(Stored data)
++++++

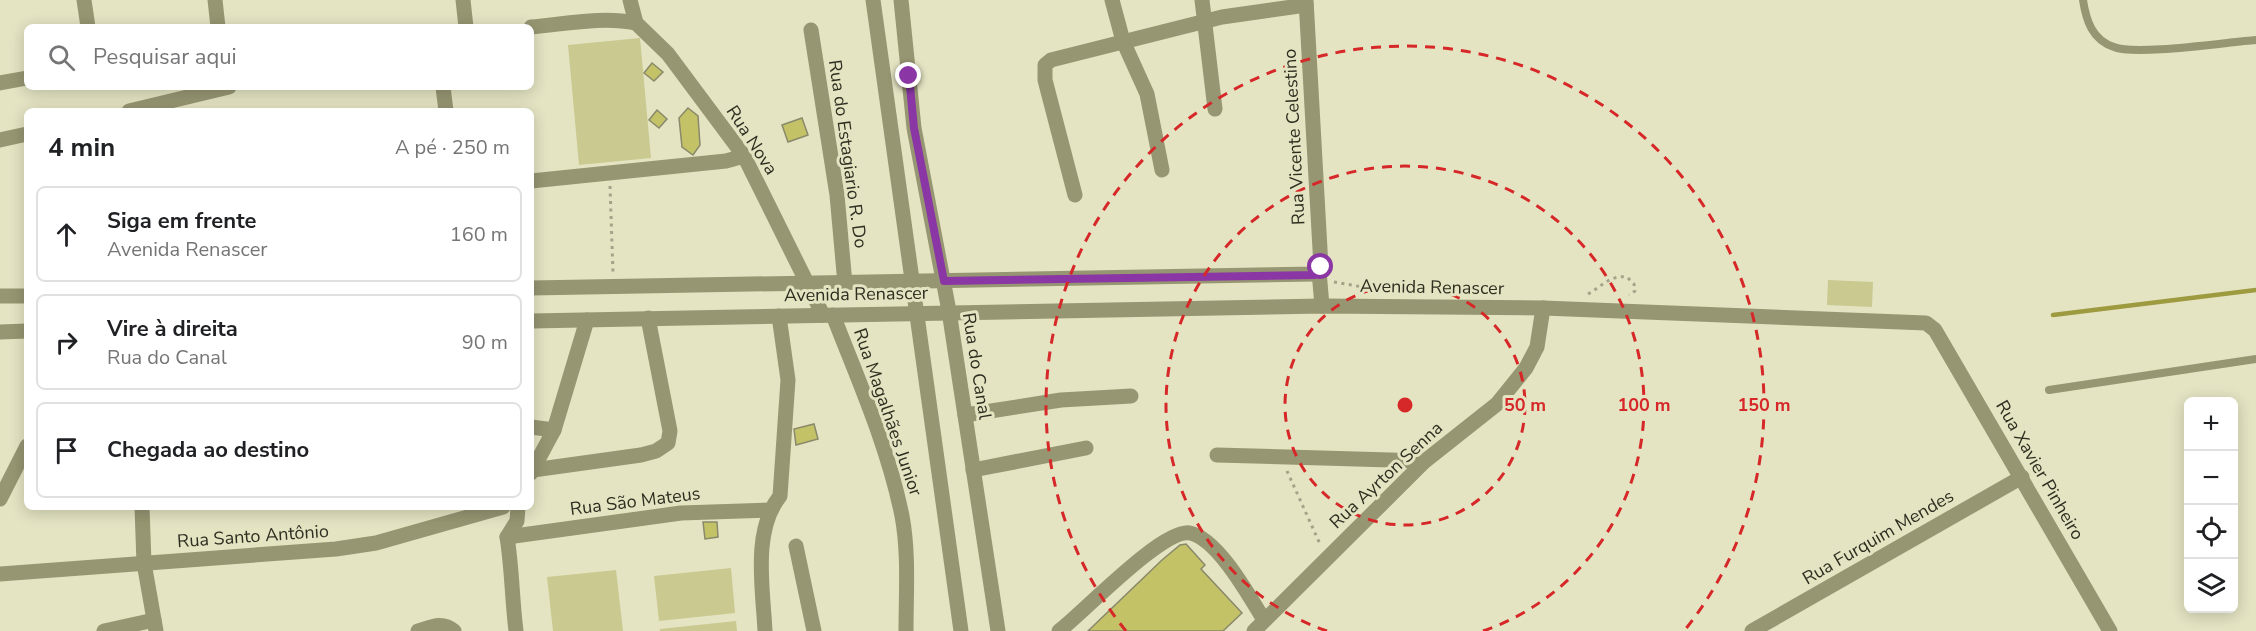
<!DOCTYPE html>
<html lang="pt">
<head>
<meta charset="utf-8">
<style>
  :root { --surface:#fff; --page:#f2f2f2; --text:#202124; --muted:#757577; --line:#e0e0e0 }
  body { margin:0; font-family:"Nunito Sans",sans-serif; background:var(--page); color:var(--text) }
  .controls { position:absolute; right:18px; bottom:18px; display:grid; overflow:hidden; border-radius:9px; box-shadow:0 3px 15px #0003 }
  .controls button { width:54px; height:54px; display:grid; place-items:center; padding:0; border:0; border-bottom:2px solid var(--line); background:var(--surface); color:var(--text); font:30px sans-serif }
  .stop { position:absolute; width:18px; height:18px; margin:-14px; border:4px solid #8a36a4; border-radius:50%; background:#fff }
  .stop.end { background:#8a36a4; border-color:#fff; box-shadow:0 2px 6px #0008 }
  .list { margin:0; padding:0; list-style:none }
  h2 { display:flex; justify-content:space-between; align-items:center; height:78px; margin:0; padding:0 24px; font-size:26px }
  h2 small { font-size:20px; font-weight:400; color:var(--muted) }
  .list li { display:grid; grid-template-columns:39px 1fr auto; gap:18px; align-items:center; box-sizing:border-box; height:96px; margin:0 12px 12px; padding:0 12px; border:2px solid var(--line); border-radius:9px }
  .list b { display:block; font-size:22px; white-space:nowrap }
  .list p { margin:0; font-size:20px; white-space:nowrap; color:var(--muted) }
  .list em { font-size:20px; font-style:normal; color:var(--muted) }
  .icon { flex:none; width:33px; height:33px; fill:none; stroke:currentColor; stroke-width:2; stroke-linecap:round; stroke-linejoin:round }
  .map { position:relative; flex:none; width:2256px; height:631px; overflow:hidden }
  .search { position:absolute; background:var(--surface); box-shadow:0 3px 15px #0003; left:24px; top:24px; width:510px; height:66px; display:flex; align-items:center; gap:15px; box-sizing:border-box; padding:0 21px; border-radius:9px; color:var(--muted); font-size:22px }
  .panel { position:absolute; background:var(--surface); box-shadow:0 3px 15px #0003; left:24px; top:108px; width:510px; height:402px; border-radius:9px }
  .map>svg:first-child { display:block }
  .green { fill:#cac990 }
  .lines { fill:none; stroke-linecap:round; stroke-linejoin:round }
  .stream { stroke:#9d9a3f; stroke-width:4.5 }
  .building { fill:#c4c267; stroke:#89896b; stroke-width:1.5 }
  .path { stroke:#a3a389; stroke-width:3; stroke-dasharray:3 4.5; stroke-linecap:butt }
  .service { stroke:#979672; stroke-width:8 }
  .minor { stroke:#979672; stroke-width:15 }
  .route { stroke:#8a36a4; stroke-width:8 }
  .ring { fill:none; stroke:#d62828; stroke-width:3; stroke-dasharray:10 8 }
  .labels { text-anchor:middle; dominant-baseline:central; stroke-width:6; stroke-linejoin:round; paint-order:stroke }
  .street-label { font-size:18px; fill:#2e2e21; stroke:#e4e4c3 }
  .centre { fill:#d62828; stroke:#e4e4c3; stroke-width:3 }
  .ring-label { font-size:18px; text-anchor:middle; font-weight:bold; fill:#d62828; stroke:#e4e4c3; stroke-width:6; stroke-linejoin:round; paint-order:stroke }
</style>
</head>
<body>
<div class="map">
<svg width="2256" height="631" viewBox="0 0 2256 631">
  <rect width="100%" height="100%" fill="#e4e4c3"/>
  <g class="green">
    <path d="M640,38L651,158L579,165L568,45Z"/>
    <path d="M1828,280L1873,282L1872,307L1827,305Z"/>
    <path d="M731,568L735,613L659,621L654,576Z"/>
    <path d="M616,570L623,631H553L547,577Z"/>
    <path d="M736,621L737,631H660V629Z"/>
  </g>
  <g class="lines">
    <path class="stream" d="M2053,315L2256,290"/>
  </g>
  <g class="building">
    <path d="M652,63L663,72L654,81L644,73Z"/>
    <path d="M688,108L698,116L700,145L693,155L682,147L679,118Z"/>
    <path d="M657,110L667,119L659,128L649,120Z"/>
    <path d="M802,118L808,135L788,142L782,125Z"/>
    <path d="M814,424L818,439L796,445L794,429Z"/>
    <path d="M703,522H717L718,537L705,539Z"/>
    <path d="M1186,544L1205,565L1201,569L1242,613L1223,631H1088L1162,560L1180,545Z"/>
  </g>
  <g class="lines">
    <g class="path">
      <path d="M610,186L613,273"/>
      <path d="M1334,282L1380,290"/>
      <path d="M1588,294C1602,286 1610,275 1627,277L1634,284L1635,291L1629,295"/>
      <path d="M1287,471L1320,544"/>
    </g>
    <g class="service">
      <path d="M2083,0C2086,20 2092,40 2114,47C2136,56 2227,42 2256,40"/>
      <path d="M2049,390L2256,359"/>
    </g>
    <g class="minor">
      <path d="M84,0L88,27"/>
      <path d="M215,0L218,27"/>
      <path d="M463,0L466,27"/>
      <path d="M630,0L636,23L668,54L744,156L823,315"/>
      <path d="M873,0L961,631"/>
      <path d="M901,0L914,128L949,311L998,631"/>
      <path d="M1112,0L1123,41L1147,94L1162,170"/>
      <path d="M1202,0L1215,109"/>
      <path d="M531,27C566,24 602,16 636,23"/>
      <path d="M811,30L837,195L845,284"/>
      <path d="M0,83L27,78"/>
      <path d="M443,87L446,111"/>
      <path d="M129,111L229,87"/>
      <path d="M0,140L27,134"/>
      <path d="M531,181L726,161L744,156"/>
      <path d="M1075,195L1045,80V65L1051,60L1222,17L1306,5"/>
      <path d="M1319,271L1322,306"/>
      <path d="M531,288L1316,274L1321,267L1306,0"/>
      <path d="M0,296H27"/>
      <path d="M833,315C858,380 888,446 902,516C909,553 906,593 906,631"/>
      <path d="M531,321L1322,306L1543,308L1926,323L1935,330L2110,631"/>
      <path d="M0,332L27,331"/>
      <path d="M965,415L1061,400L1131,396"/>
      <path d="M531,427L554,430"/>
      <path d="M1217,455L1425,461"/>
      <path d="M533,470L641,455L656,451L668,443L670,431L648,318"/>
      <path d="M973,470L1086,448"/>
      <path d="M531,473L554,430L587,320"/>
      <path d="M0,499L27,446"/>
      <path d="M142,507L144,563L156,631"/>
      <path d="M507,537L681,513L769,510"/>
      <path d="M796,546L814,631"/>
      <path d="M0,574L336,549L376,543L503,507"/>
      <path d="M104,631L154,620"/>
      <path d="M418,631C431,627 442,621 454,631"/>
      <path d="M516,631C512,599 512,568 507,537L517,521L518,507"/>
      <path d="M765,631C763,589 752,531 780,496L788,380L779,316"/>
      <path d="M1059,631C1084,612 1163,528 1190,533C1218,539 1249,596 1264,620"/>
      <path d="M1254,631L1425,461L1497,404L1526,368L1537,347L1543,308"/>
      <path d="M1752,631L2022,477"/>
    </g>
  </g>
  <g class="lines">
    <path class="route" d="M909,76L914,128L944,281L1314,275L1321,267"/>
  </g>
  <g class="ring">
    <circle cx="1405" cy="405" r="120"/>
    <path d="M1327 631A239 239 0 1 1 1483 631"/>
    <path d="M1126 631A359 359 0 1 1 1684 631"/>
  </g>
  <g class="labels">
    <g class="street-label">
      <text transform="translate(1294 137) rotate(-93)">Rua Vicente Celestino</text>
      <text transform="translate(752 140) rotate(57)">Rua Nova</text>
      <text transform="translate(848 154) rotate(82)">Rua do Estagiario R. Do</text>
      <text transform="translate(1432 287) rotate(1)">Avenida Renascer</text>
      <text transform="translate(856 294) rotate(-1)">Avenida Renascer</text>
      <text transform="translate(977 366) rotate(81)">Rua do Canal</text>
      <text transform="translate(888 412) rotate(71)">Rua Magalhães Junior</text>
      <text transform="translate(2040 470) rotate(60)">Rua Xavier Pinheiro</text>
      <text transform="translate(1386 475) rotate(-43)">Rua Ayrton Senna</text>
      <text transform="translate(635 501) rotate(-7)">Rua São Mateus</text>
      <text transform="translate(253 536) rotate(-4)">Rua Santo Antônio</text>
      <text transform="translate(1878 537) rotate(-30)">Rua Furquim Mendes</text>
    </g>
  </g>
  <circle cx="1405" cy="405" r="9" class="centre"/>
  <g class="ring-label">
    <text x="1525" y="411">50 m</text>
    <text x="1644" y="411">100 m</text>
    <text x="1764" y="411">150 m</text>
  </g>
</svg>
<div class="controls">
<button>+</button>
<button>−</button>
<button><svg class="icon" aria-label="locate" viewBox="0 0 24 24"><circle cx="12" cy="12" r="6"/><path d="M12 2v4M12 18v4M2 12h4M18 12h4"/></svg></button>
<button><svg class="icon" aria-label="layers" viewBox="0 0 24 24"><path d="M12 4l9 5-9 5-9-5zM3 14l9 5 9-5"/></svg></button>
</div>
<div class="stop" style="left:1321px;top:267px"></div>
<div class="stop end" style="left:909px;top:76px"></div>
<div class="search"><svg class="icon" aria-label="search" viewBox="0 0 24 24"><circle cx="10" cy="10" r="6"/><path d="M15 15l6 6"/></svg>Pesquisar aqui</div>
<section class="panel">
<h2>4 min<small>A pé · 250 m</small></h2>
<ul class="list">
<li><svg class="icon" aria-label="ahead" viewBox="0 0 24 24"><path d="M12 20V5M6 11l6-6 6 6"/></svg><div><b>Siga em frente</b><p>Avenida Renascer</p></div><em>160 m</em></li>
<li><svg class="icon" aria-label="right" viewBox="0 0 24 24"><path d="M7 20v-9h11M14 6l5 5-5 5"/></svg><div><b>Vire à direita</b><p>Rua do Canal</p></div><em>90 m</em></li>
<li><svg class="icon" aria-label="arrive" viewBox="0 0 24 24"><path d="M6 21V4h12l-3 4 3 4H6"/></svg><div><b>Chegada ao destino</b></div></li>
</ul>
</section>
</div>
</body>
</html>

++++++

• [How to complete this task]:
Only lines with the word "sans" go in the answer. Take them all from the entries above.

• [Expected answer]:
  body { margin:0; font-family:"Nunito Sans",sans-serif; background:var(--page); color:var(--text) }
  .controls button { width:54px; height:54px; display:grid; place-items:center; padding:0; border:0; border-bottom:2px solid var(--line); background:var(--surface); color:var(--text); font:30px sans-serif }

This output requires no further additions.